Imagine a robot resembling a cross between a ventriloquist dummy and The Joker asking,

“Why was the robot angry?”

“Because someone kept pushing its buttons!”

Recently, Takanishi and his team have started teaching KOBIAN how to tell jokes. They’ve even come up with a comedic rulebook to govern the robot’s jokes and skits. The team presented a paper entitled “Bipedal Humanoid Robot That Makes Humans Laugh With Use of the Method of Comedy and Affects Their Psychological State Actively” at the 2014 IEEE ICRA Conference, which lays out methods for making humans laugh.

(Related: Poppy: Another open-source android platform)

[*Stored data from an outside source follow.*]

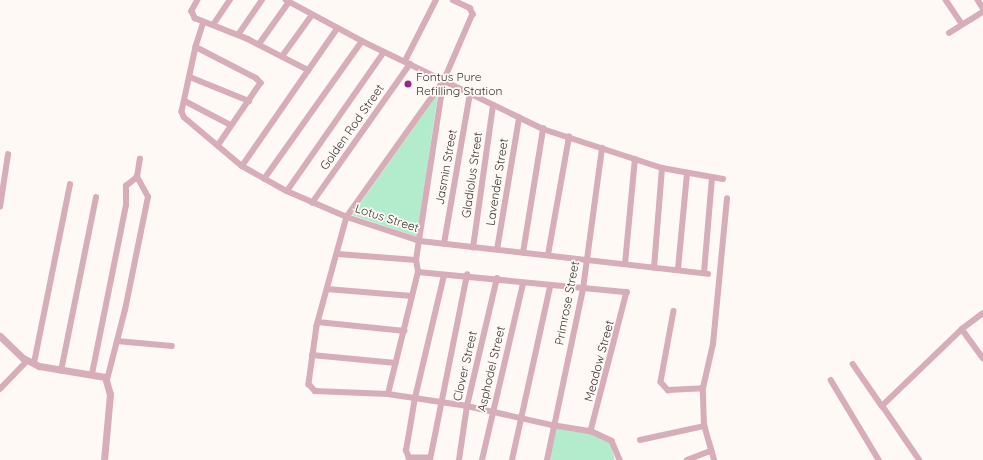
<!DOCTYPE html>
<html>
<head>
<meta charset="utf-8">
<style>
	body { margin:0 }
	#map { position:relative; width:983px; height:460px; overflow:hidden; background:#fff9f5; font-family:Quicksand,sans-serif }
	div>[style] { position:absolute }
	[style*='--x'] { left:calc(var(--x)*1px); top:calc(var(--y)*1px); width:calc(var(--w)*1px); rotate:calc(var(--a)*1deg) }
	.green>* { inset:0; background:#b3eccd }
	.minor>* { height:5.5px; margin:-2.75px; padding:0 2.75px; transform-origin:2.75px; border-radius:2.75px; background:#d6adb8 }
	.tertiary>* { height:7px; margin:-3.5px; padding:0 3.5px; transform-origin:3.5px; border-radius:3.5px; background:#d6adb8 }
	.dots>* { width:11px; height:11px; translate:-50% -50%; box-sizing:border-box; border:2px solid #fff9f5; border-radius:50% }
	span { translate:-50% -50%; white-space:nowrap; text-align:center; line-height:1.15; -webkit-text-stroke:3.5px #fff9f5; paint-order:stroke }
	.poi-label { font-size:12px; color:#373431 }
	.left { translate:0 -50%; text-align:left }
	.street-label { font-size:12px; color:#373431 }
</style>
</head>
<body>
<div id="map">
	<div class="green">
		<div style="clip-path:polygon(438px 93px,417px 237px,352px 215px)"></div>
		<div style="clip-path:polygon(554px 427px,598px 433px,610px 441px,615px 460px,549px 460px)"></div>
	</div>
	<div class="minor">
		<div style="--x:198;--y:0;--w:13;--a:119"></div>
		<div style="--x:192;--y:11;--w:8;--a:67"></div>
		<div style="--x:195;--y:18;--w:57;--a:21.6"></div>
		<div style="--x:248;--y:39;--w:68;--a:27.3"></div>
		<div style="--x:286;--y:0;--w:86;--a:28.3"></div>
		<div style="--x:362;--y:41;--w:201;--a:25.9"></div>
		<div style="--x:543;--y:129;--w:125;--a:18.1"></div>
		<div style="--x:662;--y:168;--w:62;--a:10.2"></div>
		<div style="--x:453;--y:0;--w:19;--a:25"></div>
		<div style="--x:470;--y:8;--w:7;--a:63"></div>
		<div style="--x:473;--y:14;--w:73;--a:113.4"></div>
		<div style="--x:444;--y:81;--w:167;--a:125.5"></div>
		<div style="--x:347;--y:217;--w:113;--a:105.4"></div>
		<div style="--x:317;--y:326;--w:59;--a:97.9"></div>
		<div style="--x:309;--y:384;--w:9;--a:49"></div>
		<div style="--x:315;--y:391;--w:73;--a:2.4"></div>
		<div style="--x:388;--y:394;--w:80;--a:8.6"></div>
		<div style="--x:467;--y:406;--w:87;--a:12.6"></div>
		<div style="--x:552;--y:425;--w:39;--a:9"></div>
		<div style="--x:591;--y:431;--w:23;--a:25"></div>
		<div style="--x:612;--y:441;--w:21;--a:67"></div>
		<div style="--x:946;--y:0;--w:29;--a:56"></div>
		<div style="--x:978;--y:0;--w:9;--a:58"></div>
		<div style="--x:204;--y:22;--w:26;--a:108"></div>
		<div style="--x:196;--y:47;--w:66;--a:102.2"></div>
		<div style="--x:182;--y:112;--w:5;--a:68"></div>
		<div style="--x:184;--y:117;--w:76;--a:40.2"></div>
		<div style="--x:242;--y:166;--w:51;--a:29.1"></div>
		<div style="--x:287;--y:191;--w:65;--a:23.4"></div>
		<div style="--x:347;--y:217;--w:77;--a:18.2"></div>
		<div style="--x:420;--y:241;--w:290;--a:6.5"></div>
		<div style="--x:213;--y:25;--w:30;--a:-56"></div>
		<div style="--x:949;--y:33;--w:40;--a:-32"></div>
		<div style="--x:238;--y:35;--w:42;--a:-55.6"></div>
		<div style="--x:259;--y:44;--w:52;--a:-54.5"></div>
		<div style="--x:196;--y:47;--w:68;--a:27.3"></div>
		<div style="--x:256;--y:78;--w:7;--a:45"></div>
		<div style="--x:261;--y:83;--w:76;--a:124.3"></div>
		<div style="--x:283;--y:55;--w:49;--a:-54.1"></div>
		<div style="--x:405;--y:61;--w:68;--a:-63.1"></div>
		<div style="--x:190;--y:77;--w:64;--a:22.1"></div>
		<div style="--x:185;--y:101;--w:52;--a:27.6"></div>
		<div style="--x:242;--y:166;--w:167;--a:-55.3"></div>
		<div style="--x:264;--y:179;--w:169;--a:-54.6"></div>
		<div style="--x:287;--y:191;--w:169;--a:-55.1"></div>
		<div style="--x:312;--y:203;--w:170;--a:-54.8"></div>
		<div style="--x:0;--y:207;--w:53;--a:-81.3"></div>
		<div style="--x:444;--y:244;--w:152;--a:-80.2"></div>
		<div style="--x:473;--y:248;--w:144;--a:-82"></div>
		<div style="--x:497;--y:250;--w:134;--a:-80.5"></div>
		<div style="--x:523;--y:253;--w:126;--a:-80.8"></div>
		<div style="--x:338;--y:254;--w:78;--a:4.4"></div>
		<div style="--x:548;--y:255;--w:120;--a:-79.9"></div>
		<div style="--x:625;--y:264;--w:105;--a:-84.6"></div>
		<div style="--x:654;--y:268;--w:100;--a:-85.4"></div>
		<div style="--x:678;--y:269;--w:96;--a:-84.6"></div>
		<div style="--x:418;--y:272;--w:210;--a:5.5"></div>
		<div style="--x:627;--y:292;--w:144;--a:104.5"></div>
		<div style="--x:704;--y:273;--w:95;--a:-85.2"></div>
		<div style="--x:327;--y:289;--w:85;--a:4.7"></div>
		<div style="--x:674;--y:311;--w:72;--a:100.4"></div>
		<div style="--x:661;--y:382;--w:11;--a:49"></div>
		<div style="--x:668;--y:390;--w:35;--a:-3"></div>
		<div style="--x:318;--y:322;--w:87;--a:5.9"></div>
		<div style="--x:962;--y:329;--w:36;--a:54"></div>
		<div style="--x:117;--y:341;--w:55;--a:5.2"></div>
		<div style="--x:312;--y:355;--w:84;--a:5.4"></div>
		<div style="--x:34;--y:363;--w:182;--a:-78.6"></div>
		<div style="--x:853;--y:364;--w:51;--a:55.4"></div>
		<div style="--x:61;--y:371;--w:177;--a:-78.6"></div>
		<div style="--x:92;--y:374;--w:172;--a:-78.6"></div>
		<div style="--x:126;--y:205;--w:19;--a:-90"></div>
		<div style="--x:126;--y:186;--w:14;--a:-39"></div>
		<div style="--x:137;--y:177;--w:18;--a:-81"></div>
		<div style="--x:107;--y:380;--w:72;--a:-75.6"></div>
		<div style="--x:125;--y:310;--w:115;--a:-78.5"></div>
		<div style="--x:148;--y:197;--w:23;--a:-119"></div>
		<div style="--x:831;--y:380;--w:93;--a:59"></div>
		<div style="--x:0;--y:389;--w:39;--a:-46"></div>
		<div style="--x:388;--y:394;--w:126;--a:-76.2"></div>
		<div style="--x:418;--y:272;--w:12;--a:-99"></div>
		<div style="--x:416;--y:260;--w:179;--a:-81.3"></div>
		<div style="--x:640;--y:440;--w:66;--a:-12.3"></div>
		<div style="--x:430;--y:458;--w:21;--a:180"></div>
		<div style="--x:409;--y:458;--w:8;--a:-113"></div>
		<div style="--x:406;--y:451;--w:54;--a:-80.4"></div>
		<div style="--x:415;--y:398;--w:126;--a:-76.7"></div>
		<div style="--x:430;--y:460;--w:189;--a:-78.7"></div>
		<div style="--x:459;--y:460;--w:55;--a:-81.6"></div>
		<div style="--x:467;--y:406;--w:131;--a:-76.8"></div>
		<div style="--x:482;--y:460;--w:181;--a:-76.9"></div>
		<div style="--x:512;--y:460;--w:177;--a:-77.6"></div>
		<div style="--x:547;--y:460;--w:175;--a:-78.1"></div>
		<div style="--x:583;--y:289;--w:142;--a:-82.3"></div>
		<div style="--x:687;--y:460;--w:26;--a:-21"></div>
		<div style="--x:714;--y:460;--w:35;--a:-106"></div>
		<div style="--x:704;--y:426;--w:38;--a:-92"></div>
		<div style="--x:703;--y:388;--w:45;--a:-77.2"></div>
		<div style="--x:713;--y:344;--w:146;--a:-84.5"></div>
		<div style="--x:919;--y:460;--w:65;--a:-124.4"></div>
		<div style="--x:882;--y:406;--w:111;--a:-43.9"></div>
		<div style="--x:962;--y:329;--w:26;--a:-37"></div>
	</div>
	<div class="tertiary">
		<div style="--x:0;--y:336;--w:32;--a:44"></div>
		<div style="--x:23;--y:358;--w:18;--a:27"></div>
		<div style="--x:39;--y:366;--w:67;--a:9.5"></div>
		<div style="--x:105;--y:377;--w:18;--a:74"></div>
		<div style="--x:110;--y:394;--w:66;--a:95.2"></div>
	</div>
	<div class="dots">
		<div style="left:408px;top:84px;background:#9b2783"></div>
	</div>
	<div class="poi-label">
		<span class="left" style="left:416px;top:84px">Fontus Pure<br>Refilling Station</span>
	</div>
	<div class="street-label">
		<span style="left:352px;top:127px;rotate:-55deg">Golden Rod Street</span>
		<span style="left:446px;top:167px;rotate:-80deg">Jasmin Street</span>
		<span style="left:472px;top:175px;rotate:-82deg">Gladiolus Street</span>
		<span style="left:497px;top:182px;rotate:-81deg">Lavender Street</span>
		<span style="left:387px;top:218px;rotate:18deg">Lotus Street</span>
		<span style="left:567px;top:303px;rotate:-79deg">Primrose Street</span>
		<span style="left:599px;top:361px;rotate:-75deg">Meadow Street</span>
		<span style="left:465px;top:366px;rotate:-77deg">Clover Street</span>
		<span style="left:491px;top:369px;rotate:-77deg">Asphodel Street</span>
	</div>
</div>
</body>
</html>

To come up with the rules, the researchers read books on comedy, then wired up test subjects with sensors, pointed cameras at their faces, measured whether they smiled or laughed at jokes, and made them complete mood questionnaires before and after. Who wouldn’t be inclined to chuckle under those circumstances?

Here are some of the robot joke-telling rules they came up with:

1) Funny behavior
• Overblown: Exaggerated things
• Equivoque: Homonyms or puns
• Blue jokes: Made a dirty joke
• Sympathetic story: Said small, empathetic things that almost everyone has experienced once
• Induced laugh: Comedian laughs were aimed at the audience’s infectious laugh

2) Funny context
• Running gag: Used the same story again and again
• Unexpected: Did completely unexpected behavior

3) Funny character
• Self-flattery, Self-deprecating humor
• Imitation

According to the IEEE, the researchers plan to devise more complex skits combining different comedy techniques, and they will experiment with sending audience feedback to the robot after a joke to alter its routine. Below is a video showing a few sketches from KOBIAN’s standup routine. Some of the cultural jokes and skits based on Japanese celebrity impersonations may get lost in translation, but decide for yourself whether KOBIAN has a future in comedy.

Robots are taking over more and more jobs every day. They work on assembly lines, drive cars, clean floors and fight wars. Soon you’ll even be able to bake your own robot. As for comedy, some things may be better left to humans.